Sur les autres demandes
Les consorts [A] qui succombent supporteront les dépens.
Ils seront en outre condamnés à payer aux consorts [L] la somme globale de 1.200 euros au titre des frais irrépétibles que ces derniers ont été contraints d’exposer pour assurer leur défense et leur représentation, et préserver leurs droits, qu’il serait inéquitable de laisser à leur charge.

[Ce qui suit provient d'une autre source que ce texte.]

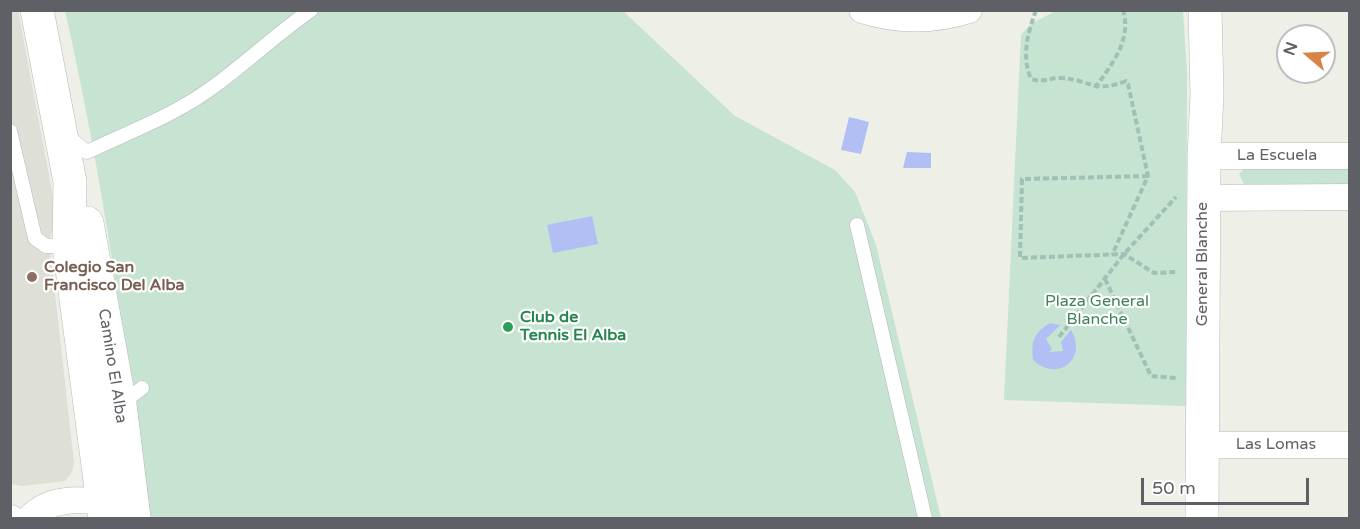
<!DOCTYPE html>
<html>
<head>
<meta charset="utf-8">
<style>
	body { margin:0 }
	#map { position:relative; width:1360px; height:529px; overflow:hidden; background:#eeefe7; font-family:"Varela Round",sans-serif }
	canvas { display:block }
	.frame { position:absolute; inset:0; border:12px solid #5f5f66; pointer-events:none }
	.north { position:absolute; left:1276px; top:24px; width:60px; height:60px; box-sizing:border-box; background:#fff; border:2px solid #bfbfc2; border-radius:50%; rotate:289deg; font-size:16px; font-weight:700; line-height:24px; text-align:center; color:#5f5f66 }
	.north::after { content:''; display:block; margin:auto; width:21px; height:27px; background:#d68547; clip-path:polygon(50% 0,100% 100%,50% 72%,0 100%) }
	.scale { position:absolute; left:1141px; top:478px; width:168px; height:27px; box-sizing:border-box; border:3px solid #5f5f66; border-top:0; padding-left:8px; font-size:18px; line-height:21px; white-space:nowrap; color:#5f5f66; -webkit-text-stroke:4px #fff; paint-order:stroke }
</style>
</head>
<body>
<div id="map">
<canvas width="1360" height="529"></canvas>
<div class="frame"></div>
<div class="north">N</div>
<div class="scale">50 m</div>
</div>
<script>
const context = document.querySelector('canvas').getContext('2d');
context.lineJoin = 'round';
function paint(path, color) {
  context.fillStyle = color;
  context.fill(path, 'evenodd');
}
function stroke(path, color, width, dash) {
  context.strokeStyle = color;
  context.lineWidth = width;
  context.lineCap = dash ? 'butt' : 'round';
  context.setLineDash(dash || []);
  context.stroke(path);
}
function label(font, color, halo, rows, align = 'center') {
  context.font = font + ' "Varela Round",sans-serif';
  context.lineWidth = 4.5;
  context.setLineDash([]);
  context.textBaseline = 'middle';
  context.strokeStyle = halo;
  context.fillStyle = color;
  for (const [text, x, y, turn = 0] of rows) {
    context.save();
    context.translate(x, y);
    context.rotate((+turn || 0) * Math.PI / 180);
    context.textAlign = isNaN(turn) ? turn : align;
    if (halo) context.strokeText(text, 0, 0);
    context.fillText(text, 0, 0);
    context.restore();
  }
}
paint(new Path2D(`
	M18 10 57 218 49 240 74 463 72 472 65 481 22 486 11 484 10 11Z`), '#dedfd6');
paint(new Path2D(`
	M65 11H623L735 116 835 170 855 192 876 245 941 518H146C127 348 103 178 65 11Z
	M1056 11H1183L1187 73 1186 406 1004 400 1021 35 1032 23Z
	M1245 168H1349V184H1244L1239 174Z`), '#c7e3d1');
paint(new Path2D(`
	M849 117 869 122 861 154 841 150Z
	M907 152 931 153V168H903Z
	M592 216 598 244 553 253 547 225Z
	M1050 323 1060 325 1046 339 1052 349 1049 352 1063 351 1061 342 1071 330C1088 359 1058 383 1033 360 1031 341 1034 333 1050 323Z`), '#b1bff5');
const service = new Path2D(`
	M10 131 35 238 46 246H69
	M67 136 87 152C131 131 178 114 217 84 249 60 278 33 311 10
	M857 225 925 518
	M121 404 142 388`);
const minor = new Path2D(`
	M862 10C897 21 934 21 969 10
	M1204 156H1350
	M1204 198 1350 197
	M1202 445H1350
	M10 518H11
	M30 518C50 496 89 497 115 507L117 510`);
const secondary = new Path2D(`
	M37 10 70 182 69 246 105 518
	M87 223 120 405 134 518
	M1202 518 1204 156 1207 95 1205 10`);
stroke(service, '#b9b9bf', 15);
stroke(minor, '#b9b9bf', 27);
stroke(secondary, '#b8b9bf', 34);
stroke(new Path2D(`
	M1036 10C1028 33 1021 55 1031 79 1043 83 1048 78 1060 78 1090 79 1093 94 1126 81L1128 84 1148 176 1112 255
	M1095 88C1112 64 1132 40 1123 10
	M1148 176 1022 179 1020 258 1124 254 1154 273 1177 272
	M1105 279 1151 376 1177 378
	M1059 337 1124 254 1176 197`), '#a0c1b5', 4, [6, 3]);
stroke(service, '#fff', 14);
stroke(minor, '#fff', 26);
stroke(secondary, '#fff', 33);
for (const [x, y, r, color] of [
	[32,277,6,"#8d6e63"],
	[508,327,6,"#2e9e5b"]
]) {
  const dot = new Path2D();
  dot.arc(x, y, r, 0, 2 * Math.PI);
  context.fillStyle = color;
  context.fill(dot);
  stroke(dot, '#fff', 2);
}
label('16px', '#5f5f66', '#fff', [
	["La Escuela",1277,156],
	["General Blanche",1203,264,-90],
	["Camino El Alba",112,366,81],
	["Las Lomas",1276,445]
]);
label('bold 16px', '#785e54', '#fff', [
	["Colegio San",44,268],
	["Francisco Del Alba",44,286]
], 'left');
label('16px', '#40835b', '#fff', [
	["Plaza General",1097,302],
	["Blanche",1097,320]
]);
label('bold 16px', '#27864d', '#fff', [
	["Club de",520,318],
	["Tennis El Alba",520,336]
], 'left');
</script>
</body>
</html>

La présente décision est exécutoire par provision en application des articles 484 et 514 et 514-1 alinéa 3 du code de procédure civile .
PAR CES MOTIFS,
Statuant par ordonnance mise à disposition au greffe, contradictoire et en premier ressort,
Déboutons les consorts [A] de leur argumentation relative à la nullité de la publication de la cession du fonds de commerce,
Déclarons irrecevable comme tardive, l’opposition formée par les consorts [A] sur le prix de cession du fonds de commerce,
Ordonnons la mainlevée de l’opposition effectuée par les consorts [A] par courrier recommandé du 31 janvier 2023 adressé par Me [Y] au notaire chargé du séquestre,
Autorisons les consorts [L] à percevoir, en l’absence d’autres oppositions qui auraient été régulièrement formées, le prix de vente du fonds de commerce de débit de boissons Licence IV sis [Adresse 6],
Autorisons le séquestre conventionnel à libérer les fonds séquestrés entre ses mains en l’absence d’autres oppositions qui auraient été régulièrement formées,
Disons sans objet la demande reconventionnelle des consorts [A] en paiement de dommages et intérêts à titre provisionnel, et celle subsidiaire, relative au renvoi de l’affaire devant la juridiction du fond,
Condamnons [K] [U], [Z] [A], [M] [A] et [P] [A], à payer à [Z] [T] veuve de [I] [L], [E] [L], [F] [L] et [N] [L] , la somme globale de 1.200 euros (mille deux cents euros) au titre des frais irrépétibles,
Condamnons [K] [U], [Z] [A], [M] [A] et [P] [A] aux dépens,
Rappelons que la présente ordonnance est exécutoire par provision.
La présente ordonnance a été signée par la juge et le greffier.